The good folk at BERG have clipped out the master graphic from the Gartner Hype Cycle Report for 2011 (the full version of which I’m too tight to pay for, I’m afraid); see below.
Rolling around like a marble in the trough of disillusionment are virtual worlds, ebook readers and QR codes, which is interesting; I’d have thought that -at least from the consumer side – the ebook reader was well out of the trough and climbing forwards. Looks very different from Publisherville, though, which might explain it…
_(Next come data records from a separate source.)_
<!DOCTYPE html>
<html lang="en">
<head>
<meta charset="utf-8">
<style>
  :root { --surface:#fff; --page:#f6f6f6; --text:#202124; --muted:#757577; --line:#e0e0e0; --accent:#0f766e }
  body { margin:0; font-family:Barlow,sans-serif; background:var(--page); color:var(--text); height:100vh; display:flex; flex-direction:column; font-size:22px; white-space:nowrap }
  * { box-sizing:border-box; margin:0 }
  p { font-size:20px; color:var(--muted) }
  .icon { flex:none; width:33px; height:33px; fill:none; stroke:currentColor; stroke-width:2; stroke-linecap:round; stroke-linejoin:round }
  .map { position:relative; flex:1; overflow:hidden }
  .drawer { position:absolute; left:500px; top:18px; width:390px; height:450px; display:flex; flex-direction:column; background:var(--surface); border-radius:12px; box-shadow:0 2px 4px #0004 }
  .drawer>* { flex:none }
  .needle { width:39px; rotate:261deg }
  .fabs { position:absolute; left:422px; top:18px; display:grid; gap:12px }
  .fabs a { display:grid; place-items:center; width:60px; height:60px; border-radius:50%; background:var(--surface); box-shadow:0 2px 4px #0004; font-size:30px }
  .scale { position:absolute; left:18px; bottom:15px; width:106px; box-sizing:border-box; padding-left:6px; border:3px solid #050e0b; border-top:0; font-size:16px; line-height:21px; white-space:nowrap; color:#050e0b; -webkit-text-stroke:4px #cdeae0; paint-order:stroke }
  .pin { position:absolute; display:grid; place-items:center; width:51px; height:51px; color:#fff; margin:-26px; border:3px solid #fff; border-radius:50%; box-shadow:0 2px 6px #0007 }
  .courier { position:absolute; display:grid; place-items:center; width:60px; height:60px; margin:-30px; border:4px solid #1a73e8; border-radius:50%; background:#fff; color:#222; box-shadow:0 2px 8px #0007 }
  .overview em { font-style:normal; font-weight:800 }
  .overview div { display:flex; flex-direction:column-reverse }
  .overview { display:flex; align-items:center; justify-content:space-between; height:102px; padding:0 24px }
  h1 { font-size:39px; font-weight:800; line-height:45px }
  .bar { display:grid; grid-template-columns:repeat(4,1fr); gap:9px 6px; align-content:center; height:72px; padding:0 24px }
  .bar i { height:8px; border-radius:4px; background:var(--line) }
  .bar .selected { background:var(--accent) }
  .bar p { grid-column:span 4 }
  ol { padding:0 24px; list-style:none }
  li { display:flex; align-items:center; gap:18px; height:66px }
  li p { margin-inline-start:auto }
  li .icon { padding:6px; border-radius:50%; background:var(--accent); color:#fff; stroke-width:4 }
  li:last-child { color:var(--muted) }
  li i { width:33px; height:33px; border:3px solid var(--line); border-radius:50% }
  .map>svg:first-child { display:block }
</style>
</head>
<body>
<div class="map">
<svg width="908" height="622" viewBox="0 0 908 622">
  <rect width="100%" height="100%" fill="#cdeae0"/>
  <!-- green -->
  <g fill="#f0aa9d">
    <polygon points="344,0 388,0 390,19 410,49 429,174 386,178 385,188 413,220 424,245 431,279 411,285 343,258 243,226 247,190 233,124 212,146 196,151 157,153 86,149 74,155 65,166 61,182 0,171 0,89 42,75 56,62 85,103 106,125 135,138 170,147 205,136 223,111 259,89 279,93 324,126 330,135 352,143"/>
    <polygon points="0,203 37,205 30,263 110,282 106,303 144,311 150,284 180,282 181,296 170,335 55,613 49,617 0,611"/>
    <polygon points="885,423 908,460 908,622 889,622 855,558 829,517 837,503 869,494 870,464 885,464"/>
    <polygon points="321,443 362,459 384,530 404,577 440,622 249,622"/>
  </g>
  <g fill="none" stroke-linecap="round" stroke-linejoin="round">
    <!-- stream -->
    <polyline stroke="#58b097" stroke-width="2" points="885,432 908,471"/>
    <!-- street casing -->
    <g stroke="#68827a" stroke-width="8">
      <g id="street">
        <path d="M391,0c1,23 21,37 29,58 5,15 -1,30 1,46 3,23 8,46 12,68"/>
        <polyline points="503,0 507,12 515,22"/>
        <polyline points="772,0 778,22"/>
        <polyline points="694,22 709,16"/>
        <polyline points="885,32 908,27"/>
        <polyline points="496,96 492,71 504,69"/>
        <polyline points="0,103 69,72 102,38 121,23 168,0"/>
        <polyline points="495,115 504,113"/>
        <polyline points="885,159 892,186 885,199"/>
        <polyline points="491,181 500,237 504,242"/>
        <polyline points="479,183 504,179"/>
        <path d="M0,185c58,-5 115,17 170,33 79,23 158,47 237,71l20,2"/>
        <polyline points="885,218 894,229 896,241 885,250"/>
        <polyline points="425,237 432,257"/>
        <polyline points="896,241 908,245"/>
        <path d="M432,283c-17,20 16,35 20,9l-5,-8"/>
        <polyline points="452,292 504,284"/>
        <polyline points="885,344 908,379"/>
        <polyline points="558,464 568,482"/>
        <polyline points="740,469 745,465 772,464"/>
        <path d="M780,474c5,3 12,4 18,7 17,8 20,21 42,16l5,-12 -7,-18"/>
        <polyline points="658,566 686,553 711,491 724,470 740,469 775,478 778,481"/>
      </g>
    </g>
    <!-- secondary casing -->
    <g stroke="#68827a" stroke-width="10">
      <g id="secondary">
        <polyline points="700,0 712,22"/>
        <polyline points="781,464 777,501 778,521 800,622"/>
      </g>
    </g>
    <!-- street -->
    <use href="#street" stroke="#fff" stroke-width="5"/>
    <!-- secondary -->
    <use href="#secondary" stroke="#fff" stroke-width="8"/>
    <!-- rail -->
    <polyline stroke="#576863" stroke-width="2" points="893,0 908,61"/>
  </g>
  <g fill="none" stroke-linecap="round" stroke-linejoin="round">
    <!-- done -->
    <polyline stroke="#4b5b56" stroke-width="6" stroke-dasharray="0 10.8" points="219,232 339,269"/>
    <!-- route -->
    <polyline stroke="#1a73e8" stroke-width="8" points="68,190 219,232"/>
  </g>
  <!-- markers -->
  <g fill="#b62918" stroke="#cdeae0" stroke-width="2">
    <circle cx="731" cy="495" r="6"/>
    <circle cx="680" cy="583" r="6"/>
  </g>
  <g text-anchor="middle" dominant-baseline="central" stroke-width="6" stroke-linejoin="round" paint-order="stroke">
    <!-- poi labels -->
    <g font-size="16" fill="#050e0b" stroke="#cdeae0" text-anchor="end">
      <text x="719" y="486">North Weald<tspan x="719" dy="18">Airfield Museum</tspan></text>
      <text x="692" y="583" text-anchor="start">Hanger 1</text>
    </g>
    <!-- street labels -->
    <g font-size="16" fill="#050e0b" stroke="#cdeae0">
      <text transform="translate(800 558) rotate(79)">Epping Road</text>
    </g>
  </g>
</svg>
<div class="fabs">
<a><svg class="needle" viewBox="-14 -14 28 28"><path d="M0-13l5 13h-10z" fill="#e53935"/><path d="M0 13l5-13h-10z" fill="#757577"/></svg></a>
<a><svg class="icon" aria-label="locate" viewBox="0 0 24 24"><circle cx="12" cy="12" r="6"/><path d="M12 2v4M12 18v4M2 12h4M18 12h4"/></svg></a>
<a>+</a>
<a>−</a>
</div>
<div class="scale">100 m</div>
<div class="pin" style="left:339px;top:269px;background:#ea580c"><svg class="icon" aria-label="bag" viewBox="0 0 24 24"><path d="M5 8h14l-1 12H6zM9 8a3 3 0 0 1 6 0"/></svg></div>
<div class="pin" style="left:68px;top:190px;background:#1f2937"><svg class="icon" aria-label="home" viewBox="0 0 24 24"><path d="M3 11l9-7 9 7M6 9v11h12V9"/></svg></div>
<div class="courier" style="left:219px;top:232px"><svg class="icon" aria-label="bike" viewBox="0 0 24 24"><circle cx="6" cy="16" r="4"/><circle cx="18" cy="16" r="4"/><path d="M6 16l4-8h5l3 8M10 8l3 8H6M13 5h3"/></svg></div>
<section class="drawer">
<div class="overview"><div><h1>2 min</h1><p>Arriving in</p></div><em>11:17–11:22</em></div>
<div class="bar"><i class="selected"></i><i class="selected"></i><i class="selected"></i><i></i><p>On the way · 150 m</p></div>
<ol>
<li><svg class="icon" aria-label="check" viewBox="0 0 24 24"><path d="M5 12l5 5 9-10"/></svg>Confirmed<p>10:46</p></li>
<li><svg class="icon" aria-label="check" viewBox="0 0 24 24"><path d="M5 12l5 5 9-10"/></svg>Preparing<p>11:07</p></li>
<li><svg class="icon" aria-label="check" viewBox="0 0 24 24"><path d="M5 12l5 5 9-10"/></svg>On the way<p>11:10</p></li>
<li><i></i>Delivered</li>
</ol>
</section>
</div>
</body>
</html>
Meanwhile gamification (which may or may not be bullshit) and 3d printing are just about to hit their frenzied Barnum moment in the techblog spotlight, with AR and cloud computing heading for a comedown mooch in the trough in the company of ‘media tablets’. If that last point means I can pick up a remaindered Android tablet in the post-Xmas/post-market-crash sales, I’m all for it, amiritez?
But speaking of market crashes, how would those points shift if 2012 sees the depression stay flatlined? (Doesn’t exactly seem a preposterous suggestion right now, does it?) Which becomes more interesting or acceptable or tempting when times are even tighter? Which becomes a frivolous cul-de-sac?
3 thoughts on “Trough of disillusionment? Sounds about right”
I dunno – I just flew to Europe this summer (niece got married) and it seemed like *everybody* (except me) has an e-book reader now. I can’t understand who would be disillusioned by that. Perhaps they’re disillusioned because they can’t actually make more money with lower expenses?
Interesting that “Virtual Worlds” is in the trough of disillusionment when the most interesting implementation I’ve seen has only recently taken off: Minecraft.
Large “survival multi-player” servers have come much closer to my teenage, cyberpunk daydreams than anything else so far.
Reading the above comments, and bearing in mind that the graphic is captioned “Hype Cycle,” I’m wondering if “trough of disillusionment” actually means “not cool anymore now that the general public is using it?”